Qualquer casa, desde que tenha
espaço suficiente, guarda sempre um recanto a que os donos dedicam especial
cuidado, e se esmeram por lhe dar um aspecto mais convidativo do que ao
restante da habitação.
A nossa capital construiu o
Terreiro do Paço em priscas eras e reergueu-o dos escombros de um terramoto; enfeitou-o;
e ali tem o seu salão nobre. Quanto a
mim, foi escolha acertada.
É associado ao poder político.
Falar do Terreiro do Paço soa a mando. Embora não se verifique, nos dias que
correm, uma correspondência absoluta entre os dois, o facto é que a inércia da
linguagem pesa alguma coisa e a assimilação continua. Convenhamos que não é
inapropriada, pois o Estado continua bem representado naquele lugar.
Alguns chamam-lhe Praça do
Comércio. Sempre preferi a designação histórica. Mas hoje é mesmo a Praça do
Comércio, porque é reflexo de comércio no pior sentido da palavra, comércio da
falta de honra e de pudor, comércio de carne humana como é espelho fiel a que
se estende no chão e se torna visível na imagem que encima este texto.
E a infâmia não é só dos
políticos. Debaixo destas mesmas arcadas, abre-se a porta para o mais alto
expoente de um órgão de soberania --- o Supremo Tribunal de Justiça. De
Justiça, tem pelo menos o nome; se o merece ou não, que o diga gente como os
incontáveis desgraçados que se arrastam pelas ruas sobrevivendo do jeito que a
imagem mostra. Os outros tribunais não se afastam deste padrão, e consequentemente
transportam idêntico grau de responsabilidade que só admite gradação em função
da hierarquia de cada um.
Todos os deserdados da fortuna,
que tiveram de procurar leito em cima daquelas frias lajes, terão a sua
história. Naquele sítio e em tantos outros parecidos, onde o infortúnio se
repete. A causa desta miséria não será igual em todos, mas uma coisa é certa:
alguns quadros como este têm origem em decisões judiciais que por vezes não
passam de clamorosos erros de direito, e
que noutros casos, nada raros, foram ditadas por um propósito criminoso.

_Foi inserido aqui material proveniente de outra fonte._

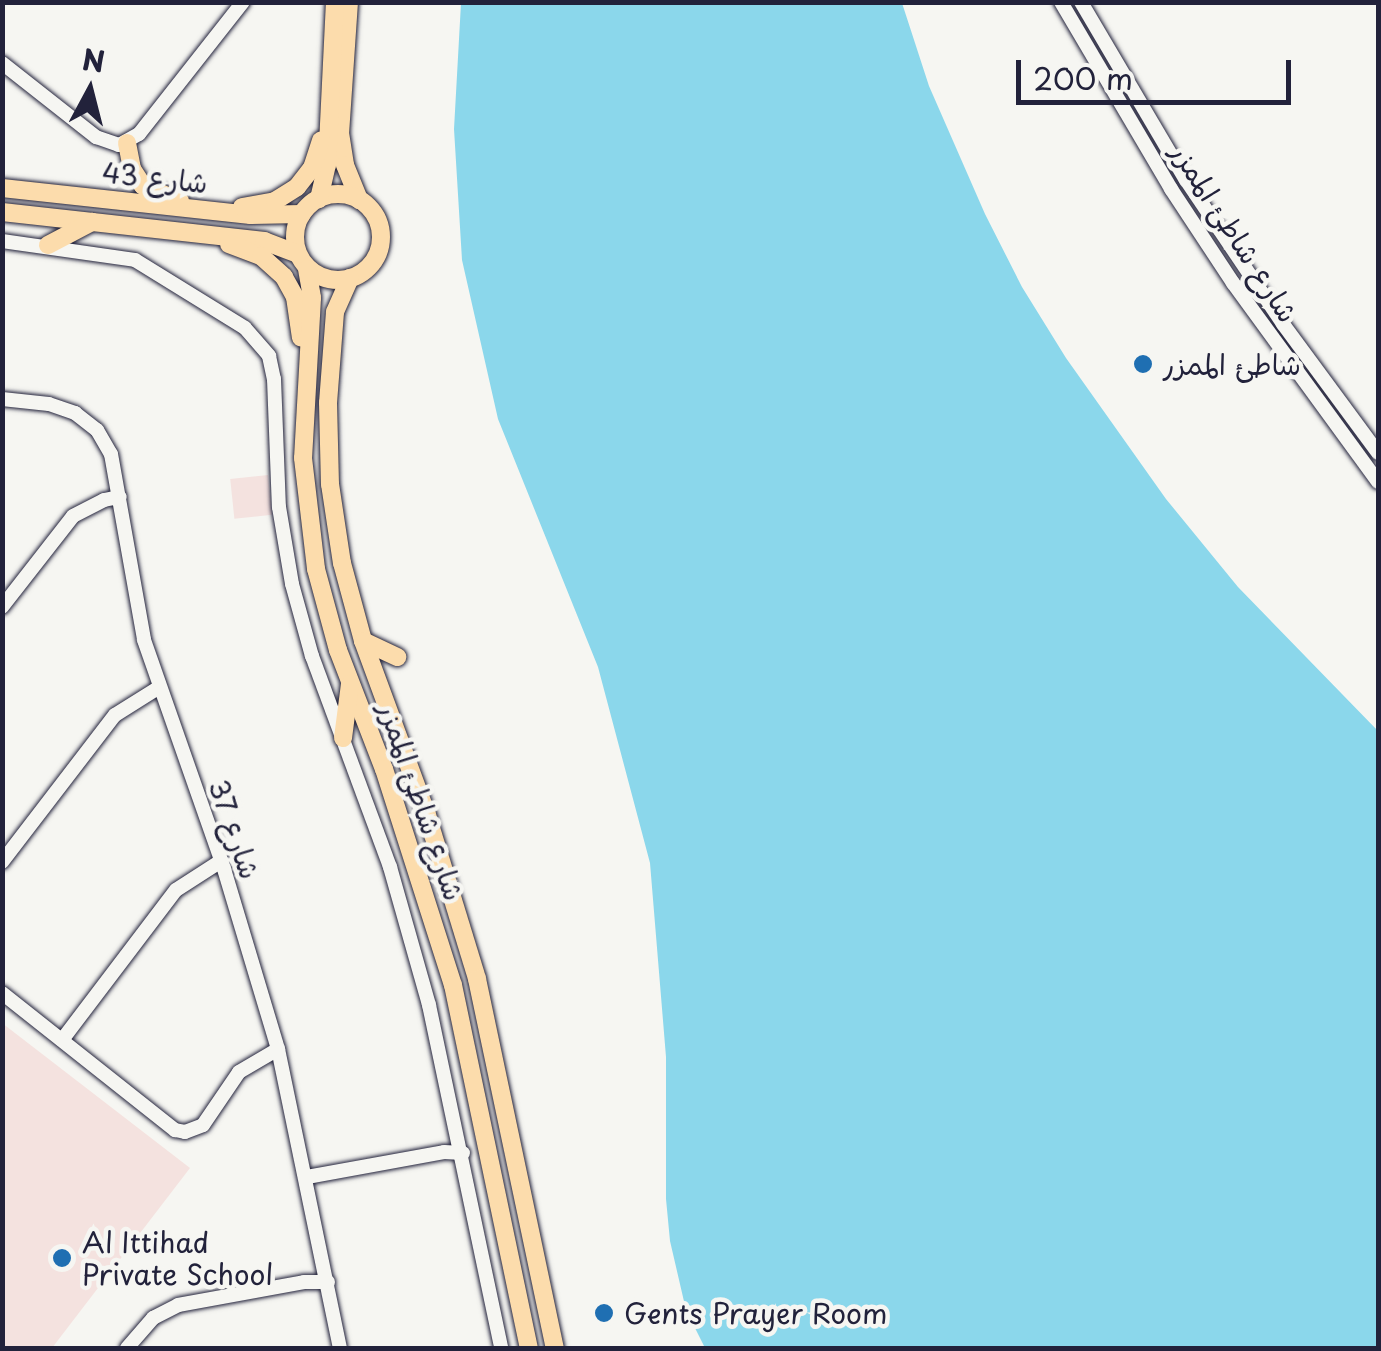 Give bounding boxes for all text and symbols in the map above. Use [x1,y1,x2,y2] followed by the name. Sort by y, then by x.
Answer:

Contudo, pelos crimes previstos e punidos no artigo 369.º do Código Penal, não
se conhece nos anais judiciários uma única condenação!
Sei, por experiência própria, para
onde nos pode atirar o desconcerto dos tribunais. Trago no corpo e na alma,
cicatrizes profundas desse desvairo.
Por ora, os magistrados
denunciados pela prática dos crimes de prevaricação ou de denegação de justiça nada
sofreram, porque (assim considera quem os julga) agiram sem consciência de que procediam
contra a lei. É jurisprudência constante. Saber que a nossa fazenda, a nossa
liberdade ou a nossa honra estão nas mãos de inconscientes não é mais
tranquilizador do que se nos atirassem para um covil de malfeitores ou nos
deixassem nas garras afiadas de ferozes animais.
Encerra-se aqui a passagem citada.